### INPUT FOR THIS TASK
=-=-=

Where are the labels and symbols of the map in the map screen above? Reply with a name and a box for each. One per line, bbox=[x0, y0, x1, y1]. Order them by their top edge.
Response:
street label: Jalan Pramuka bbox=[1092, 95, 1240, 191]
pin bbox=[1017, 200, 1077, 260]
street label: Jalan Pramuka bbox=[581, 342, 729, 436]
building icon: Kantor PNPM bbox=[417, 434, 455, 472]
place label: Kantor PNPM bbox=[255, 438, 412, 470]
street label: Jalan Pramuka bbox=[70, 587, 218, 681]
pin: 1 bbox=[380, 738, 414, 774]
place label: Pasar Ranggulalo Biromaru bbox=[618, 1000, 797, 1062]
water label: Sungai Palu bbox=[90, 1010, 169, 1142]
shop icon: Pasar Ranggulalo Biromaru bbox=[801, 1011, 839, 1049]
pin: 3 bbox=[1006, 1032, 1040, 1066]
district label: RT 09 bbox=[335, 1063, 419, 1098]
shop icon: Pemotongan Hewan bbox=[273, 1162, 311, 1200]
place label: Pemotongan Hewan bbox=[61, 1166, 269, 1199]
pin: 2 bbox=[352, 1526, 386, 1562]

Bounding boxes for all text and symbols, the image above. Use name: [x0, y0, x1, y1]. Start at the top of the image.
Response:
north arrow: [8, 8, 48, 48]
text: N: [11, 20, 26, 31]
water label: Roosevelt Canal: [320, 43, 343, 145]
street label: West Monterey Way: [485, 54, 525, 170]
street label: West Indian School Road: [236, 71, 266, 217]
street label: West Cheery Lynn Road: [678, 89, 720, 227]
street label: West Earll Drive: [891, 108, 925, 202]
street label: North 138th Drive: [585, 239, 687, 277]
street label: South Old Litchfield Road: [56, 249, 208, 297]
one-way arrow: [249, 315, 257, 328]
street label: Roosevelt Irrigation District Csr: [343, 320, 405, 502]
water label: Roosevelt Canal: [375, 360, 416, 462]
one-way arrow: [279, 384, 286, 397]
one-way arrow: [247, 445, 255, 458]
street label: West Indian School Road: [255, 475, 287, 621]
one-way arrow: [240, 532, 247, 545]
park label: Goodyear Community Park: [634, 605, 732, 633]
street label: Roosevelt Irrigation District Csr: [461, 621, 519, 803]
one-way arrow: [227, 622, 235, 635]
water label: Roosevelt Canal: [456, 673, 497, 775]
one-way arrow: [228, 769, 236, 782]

=-=-=

### TASK REQUIREMENTS
The expected output is the lines from the one holding "Bounding boxes for" through the last line of the data, exactly as they appear, with nothing before or after.

### RESPONSE BOX
Bounding boxes for all text and symbols, the image above. Use name: [x0, y0, x1, y1]. Start at the top of the image.
Response:
north arrow: [8, 8, 48, 48]
text: N: [11, 20, 26, 31]
water label: Roosevelt Canal: [320, 43, 343, 145]
street label: West Monterey Way: [485, 54, 525, 170]
street label: West Indian School Road: [236, 71, 266, 217]
street label: West Cheery Lynn Road: [678, 89, 720, 227]
street label: West Earll Drive: [891, 108, 925, 202]
street label: North 138th Drive: [585, 239, 687, 277]
street label: South Old Litchfield Road: [56, 249, 208, 297]
one-way arrow: [249, 315, 257, 328]
street label: Roosevelt Irrigation District Csr: [343, 320, 405, 502]
water label: Roosevelt Canal: [375, 360, 416, 462]
one-way arrow: [279, 384, 286, 397]
one-way arrow: [247, 445, 255, 458]
street label: West Indian School Road: [255, 475, 287, 621]
one-way arrow: [240, 532, 247, 545]
park label: Goodyear Community Park: [634, 605, 732, 633]
street label: Roosevelt Irrigation District Csr: [461, 621, 519, 803]
one-way arrow: [227, 622, 235, 635]
water label: Roosevelt Canal: [456, 673, 497, 775]
one-way arrow: [228, 769, 236, 782]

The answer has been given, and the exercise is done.